It is not unreasonable to assume that when you mute yourself in a virtual meeting, your microphone will no longer be accessed by the meeting application. However, a new study from the University of Wisconsin-Madison has found that in all cases, videoconferencing apps do not give up access to the microphone and collect some data. Full paper is available at https://wiscprivacy.com/papers/vca_mute.pdf.
The study examined a range of mainstream videoconferencing applications on major operating systems, including iOS, Android, Windows, and macOS. The researchers investigated the actual actions of the mute function within the software. Disturbingly, they found all the apps gathered raw audio data, with one application delivering that data to its server in the background at the same rate as when unmuted. Specifically, they found Cisco’s WebEx ignores the microphone status, continuously querying audio data from the microphone.
The subsequent investigations stemming from the study demonstrates another point where users need to take extra steps to verify personal data is not being collected without permission. Users may need to learn how to navigate settings to fully disable microphones when not in use, and the researchers suggest easier hardware or software “switches” may be the solution users need and expect.

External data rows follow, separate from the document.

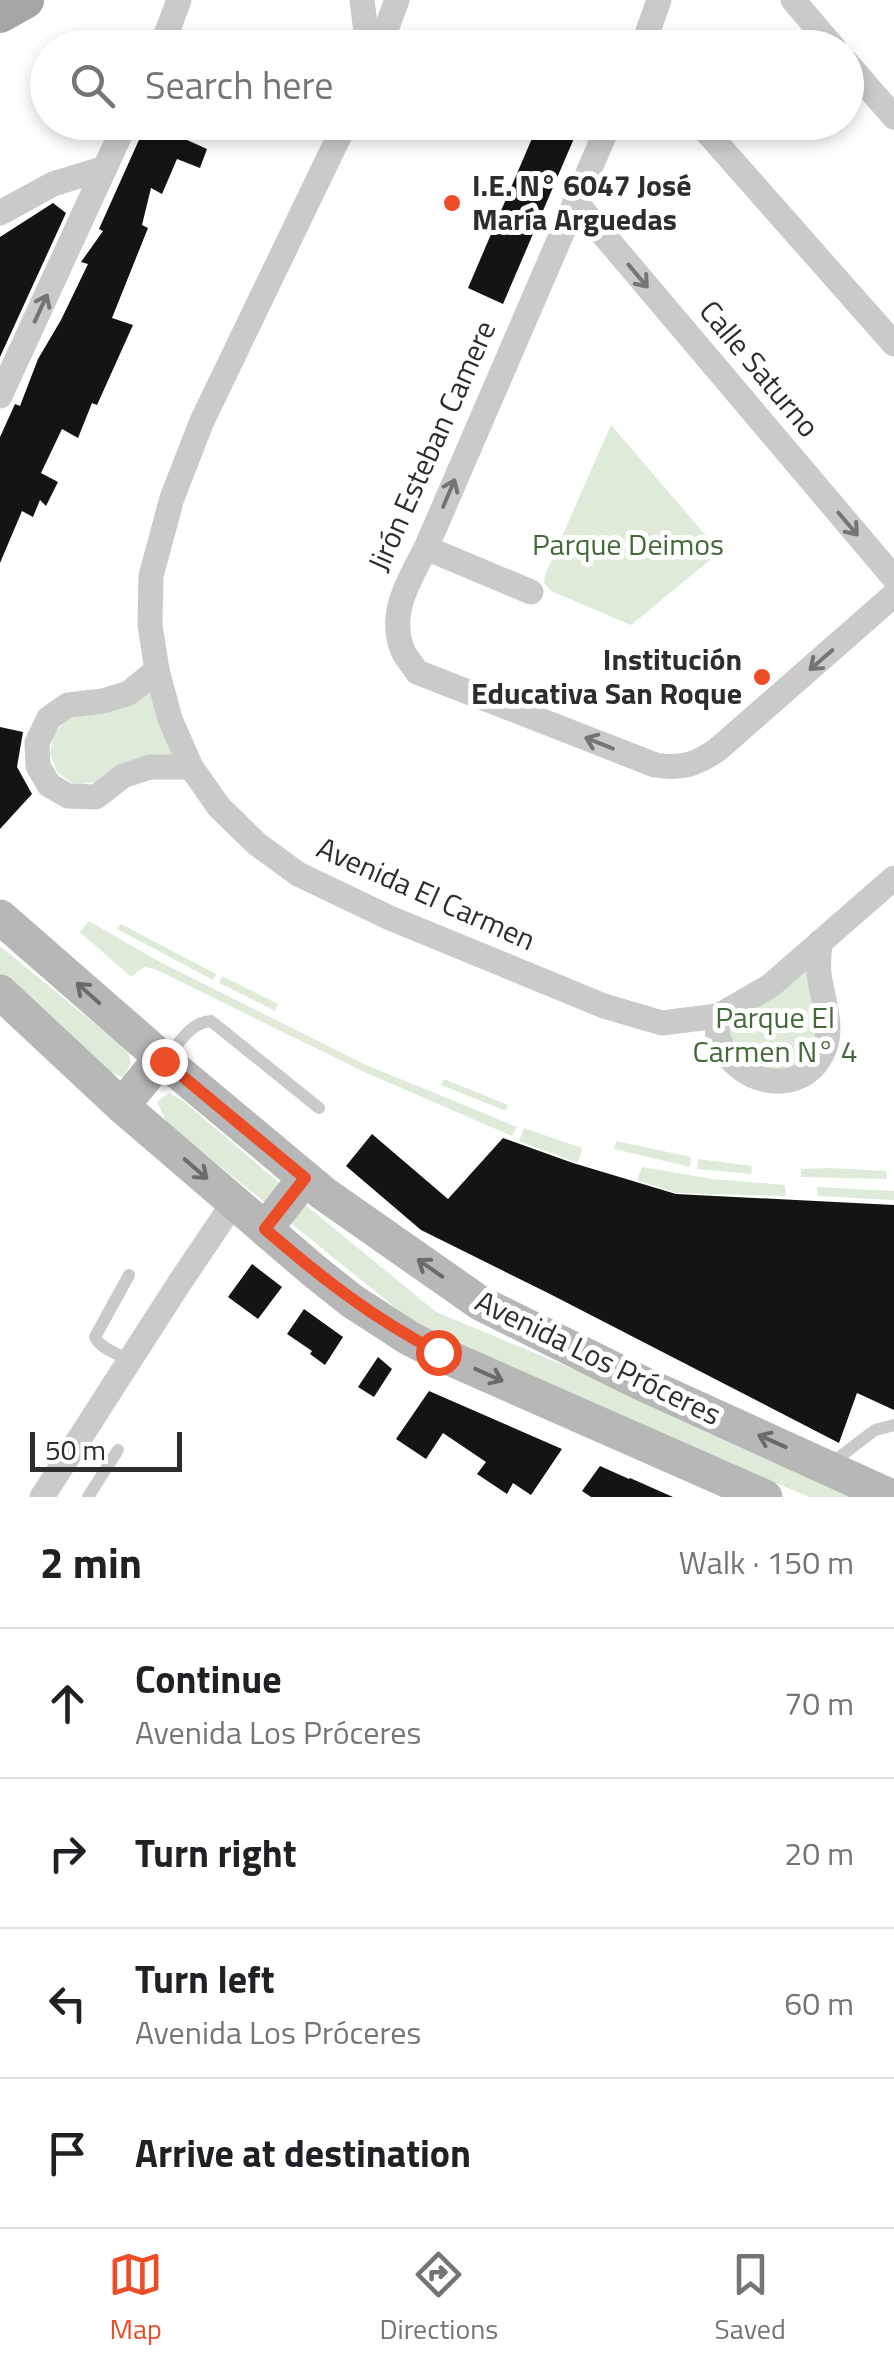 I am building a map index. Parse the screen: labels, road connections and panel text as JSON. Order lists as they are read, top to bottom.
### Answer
{
  "streets": {
    "main road": ["Avenida Los Próceres"],
    "street": ["Calle Saturno", "Jirón Esteban Camere", "Avenida El Carmen"]
  },
  "crossings": [
    ["Calle Saturno", "Jirón Esteban Camere"]
  ],
  "parks": ["Parque Deimos", "Parque El Carmen N° 4"],
  "places": ["I.E. N° 6047 José María Arguedas", "Institución Educativa San Roque"],
  "scale_bar": "50 m",
  "page": {
    "search": "Search here",
    "scale": "50 m",
    "heading": ["2 min", "Walk · 150 m"],
    "list": [
      ["Continue", "Avenida Los Próceres", "70 m"],
      ["Turn right", "20 m"],
      ["Turn left", "Avenida Los Próceres", "60 m"],
      "Arrive at destination"
    ],
    "nav": ["Map", "Directions", "Saved"]
  }
} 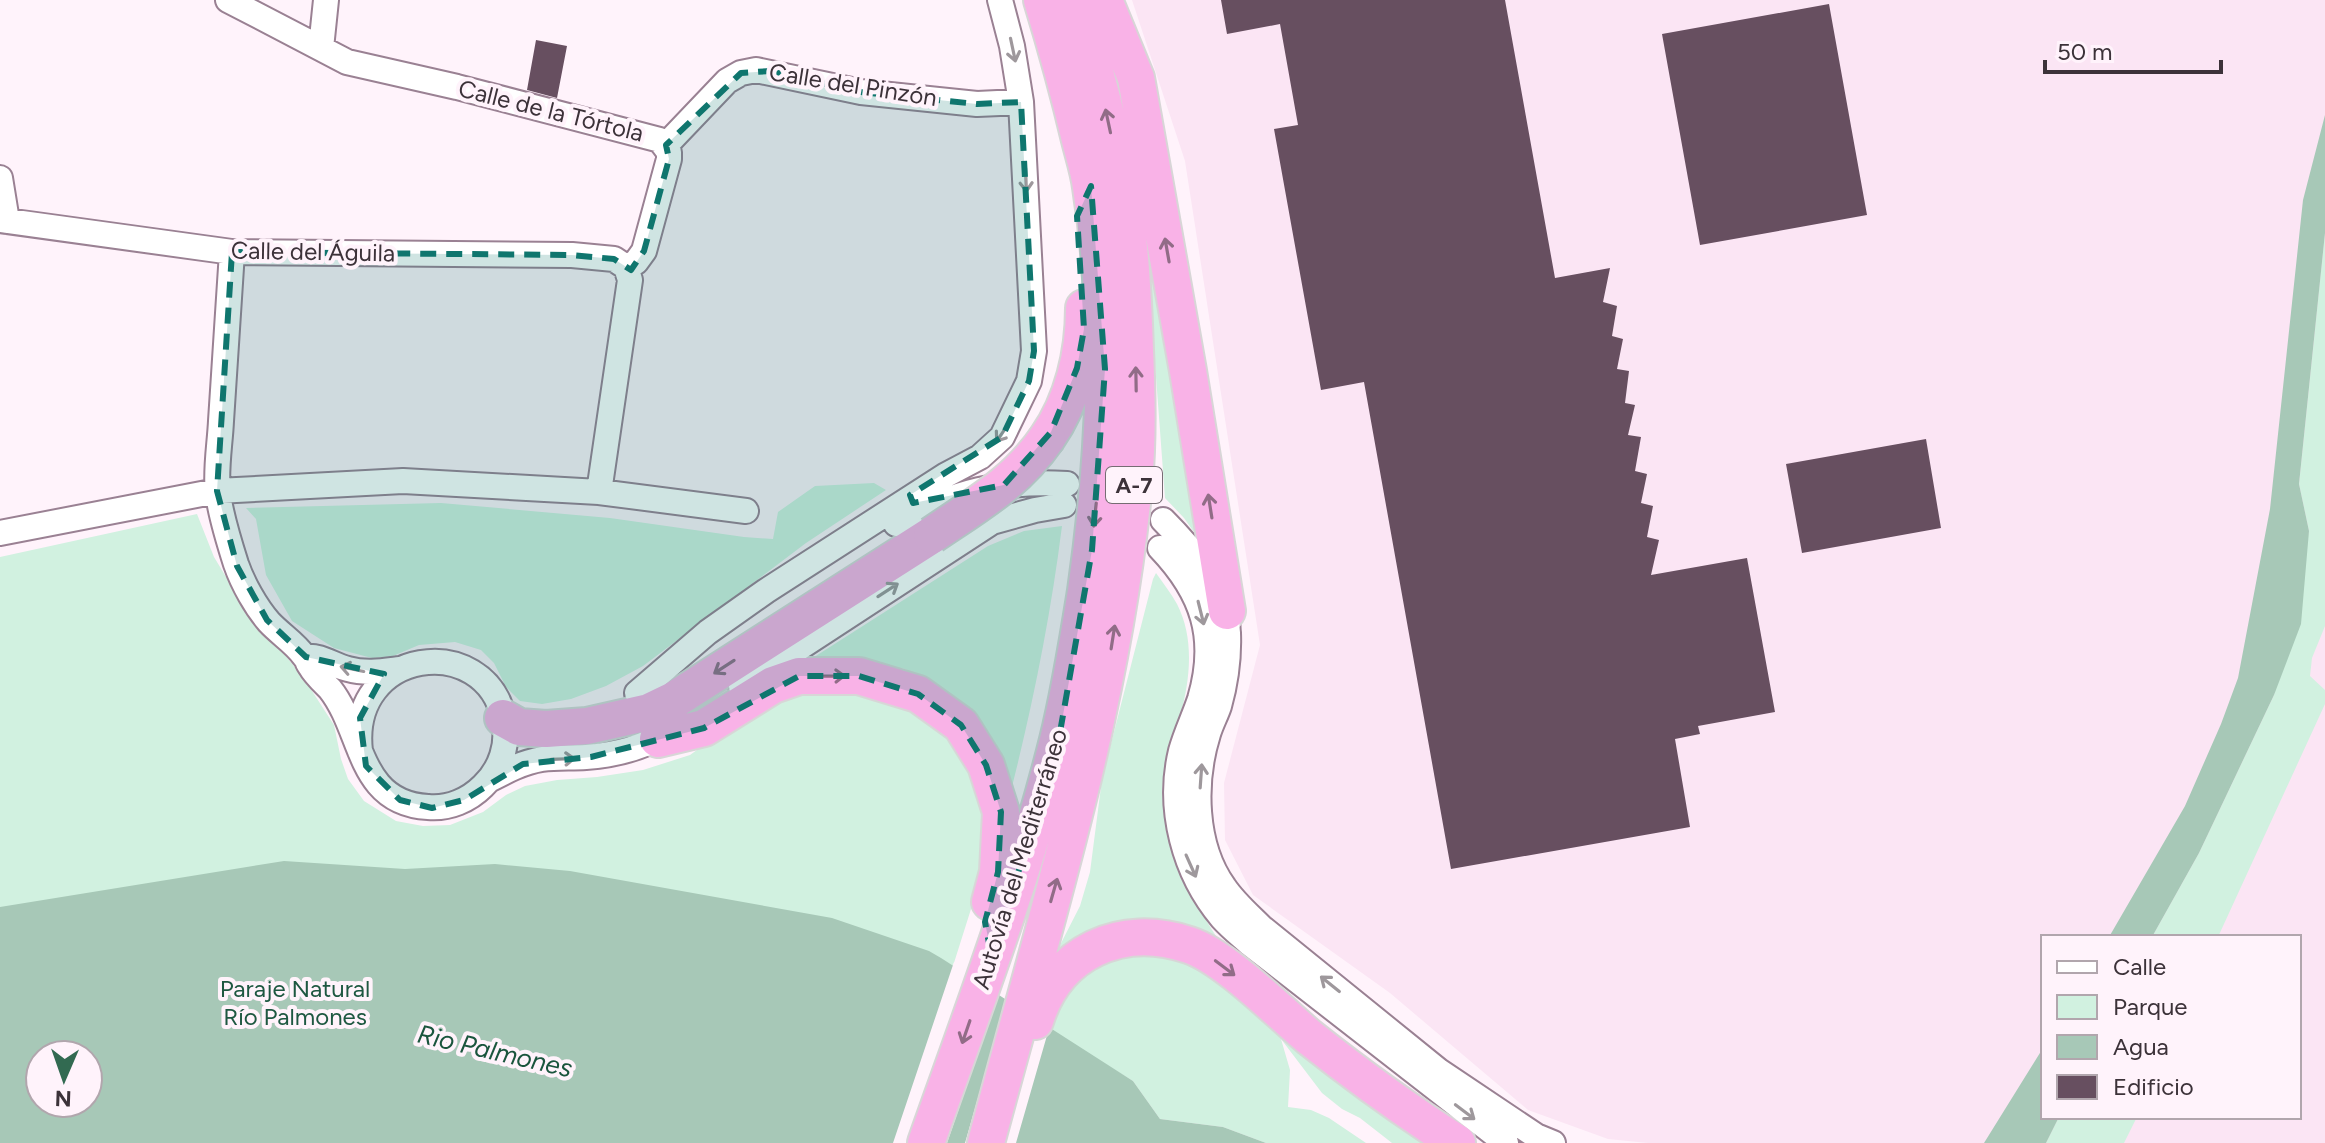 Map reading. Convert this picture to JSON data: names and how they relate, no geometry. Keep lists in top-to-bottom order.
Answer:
{
  "streets": {
    "highway": ["A-7", "Autovía del Mediterráneo"],
    "street": ["Calle del Pinzón", "Calle de la Tórtola", "Calle del Águila"]
  },
  "crossings": [
    ["Calle del Pinzón", "Calle de la Tórtola"],
    ["Calle de la Tórtola", "Calle del Águila"]
  ],
  "water": ["Rio Palmones"],
  "parks": ["Paraje Natural Río Palmones"],
  "legend": [
    "Calle",
    "Parque",
    "Agua",
    "Edificio"
  ],
  "scale_bar": "50 m",
  "north": "bottom"
}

This data was then analyzed to see if it could be used to provide personal information. Using machine learning algorithms, they trained software to classify the various activities that could be predicted from the raw audio data available when muted. The result was confirmation that physical activity of the user (e.g., cooking, watching a YouTube video) could be predicted with 82% accuracy.
This latest revelation about applications we have grown used to throughout the pandemic (and with perhaps less awareness than we should) underscores the need for users to be proactive about their own security, as companies will not always be forthcoming about the invasiveness of their products.